The supra-Mediterranean level is dominated by forests of common ash (Fraxinus excelsior) and chestnut (Castanea sativa). On the right side, the slopes are largely populated by formations of juniper (Juniperus thurifera).

On the subalpine level, larch (Larix decidua) and stone pine (Pinus cembra) dominate, mixed with Rhododendron heaths (Rhododendron ferrugineum). Well-developed megaphorbs of Adenostylion alliariae border the numerous watercourses of the subalpine level. These wetlands include endemic species, such as the elegant cherophyll (Chaerophyllum elegans), the Balbis ragwort (Tephroseris balbisiana), the mountain cirsus (Cirsium alsophilum) and the Austrian Doronicum (Doronicum austriacum). Acidic lakes and ponds with black sedge (Carex nigra) allow observation of Caricion fuscae which shelter rare species such as the round-leaved sundew (Drosera rotundifolia), the short sedge (Carex canescens) and various species of sphagnum moss (Sphagnum auriculatum, Sphagnum teres, Sphagnum russowii, and Sphagnum warnstorfii).

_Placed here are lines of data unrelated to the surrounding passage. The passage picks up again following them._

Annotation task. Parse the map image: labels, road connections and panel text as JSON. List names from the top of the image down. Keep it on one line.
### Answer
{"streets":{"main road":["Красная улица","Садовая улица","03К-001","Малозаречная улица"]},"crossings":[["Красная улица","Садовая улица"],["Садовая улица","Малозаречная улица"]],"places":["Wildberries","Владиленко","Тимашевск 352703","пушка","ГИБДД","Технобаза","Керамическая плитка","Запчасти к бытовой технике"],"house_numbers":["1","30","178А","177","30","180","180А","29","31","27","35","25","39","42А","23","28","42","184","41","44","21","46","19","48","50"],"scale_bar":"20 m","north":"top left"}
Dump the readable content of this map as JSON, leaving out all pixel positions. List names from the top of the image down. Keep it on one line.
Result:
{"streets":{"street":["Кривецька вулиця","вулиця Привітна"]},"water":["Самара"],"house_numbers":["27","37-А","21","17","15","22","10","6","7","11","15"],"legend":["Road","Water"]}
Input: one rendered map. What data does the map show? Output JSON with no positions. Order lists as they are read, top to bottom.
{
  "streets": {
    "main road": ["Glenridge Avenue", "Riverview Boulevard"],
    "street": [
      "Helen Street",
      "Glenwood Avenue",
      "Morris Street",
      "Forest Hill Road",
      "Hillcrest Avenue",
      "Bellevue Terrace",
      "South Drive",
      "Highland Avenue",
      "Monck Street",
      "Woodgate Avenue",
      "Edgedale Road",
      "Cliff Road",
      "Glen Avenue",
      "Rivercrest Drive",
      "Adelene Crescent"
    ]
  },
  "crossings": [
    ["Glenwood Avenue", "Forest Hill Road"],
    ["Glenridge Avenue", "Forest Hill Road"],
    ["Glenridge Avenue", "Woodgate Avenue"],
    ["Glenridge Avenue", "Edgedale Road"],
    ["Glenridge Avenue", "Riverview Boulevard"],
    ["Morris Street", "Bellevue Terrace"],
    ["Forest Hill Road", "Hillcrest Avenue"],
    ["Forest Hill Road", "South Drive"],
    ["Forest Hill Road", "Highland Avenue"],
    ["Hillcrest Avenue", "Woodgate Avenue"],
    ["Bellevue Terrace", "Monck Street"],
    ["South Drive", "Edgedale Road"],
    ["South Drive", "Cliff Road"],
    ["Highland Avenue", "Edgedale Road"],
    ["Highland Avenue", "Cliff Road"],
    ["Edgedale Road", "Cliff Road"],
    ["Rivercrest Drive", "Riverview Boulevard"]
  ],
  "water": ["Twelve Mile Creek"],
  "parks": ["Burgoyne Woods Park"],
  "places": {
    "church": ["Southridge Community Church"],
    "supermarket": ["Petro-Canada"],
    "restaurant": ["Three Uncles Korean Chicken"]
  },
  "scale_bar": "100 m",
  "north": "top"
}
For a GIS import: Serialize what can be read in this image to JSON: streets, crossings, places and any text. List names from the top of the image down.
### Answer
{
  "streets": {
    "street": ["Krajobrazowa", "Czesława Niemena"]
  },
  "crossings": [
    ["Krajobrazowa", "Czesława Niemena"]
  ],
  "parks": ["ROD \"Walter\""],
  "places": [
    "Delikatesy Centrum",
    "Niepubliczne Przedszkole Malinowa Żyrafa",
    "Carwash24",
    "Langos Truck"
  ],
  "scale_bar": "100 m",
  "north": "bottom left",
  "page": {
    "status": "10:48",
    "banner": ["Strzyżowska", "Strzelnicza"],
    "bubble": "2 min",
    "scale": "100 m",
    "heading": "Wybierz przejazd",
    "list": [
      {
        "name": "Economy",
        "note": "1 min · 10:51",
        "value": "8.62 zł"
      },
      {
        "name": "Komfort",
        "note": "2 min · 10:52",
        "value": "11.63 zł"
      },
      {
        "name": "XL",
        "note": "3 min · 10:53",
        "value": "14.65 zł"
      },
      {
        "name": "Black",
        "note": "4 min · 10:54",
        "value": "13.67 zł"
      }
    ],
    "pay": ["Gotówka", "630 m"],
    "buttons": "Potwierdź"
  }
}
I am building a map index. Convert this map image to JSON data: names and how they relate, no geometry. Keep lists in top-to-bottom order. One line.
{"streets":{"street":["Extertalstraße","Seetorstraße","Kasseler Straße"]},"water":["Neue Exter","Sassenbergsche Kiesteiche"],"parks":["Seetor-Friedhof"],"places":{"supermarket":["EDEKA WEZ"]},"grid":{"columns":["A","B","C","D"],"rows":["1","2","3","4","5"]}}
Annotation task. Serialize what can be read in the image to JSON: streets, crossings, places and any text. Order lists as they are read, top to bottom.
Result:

The siliceous rock walls, located on the subalpine to alpine levels, are dominated by endemic species: the heart-leaved silene (Silene cordifolia) and the many-flowered Saxifrage (Saxifraga florulenta). The limestone walls are also populated by endemic species: the bellflower (Silene campanulata) and the heart-leaved rapunzel (Phyteuma cordatum).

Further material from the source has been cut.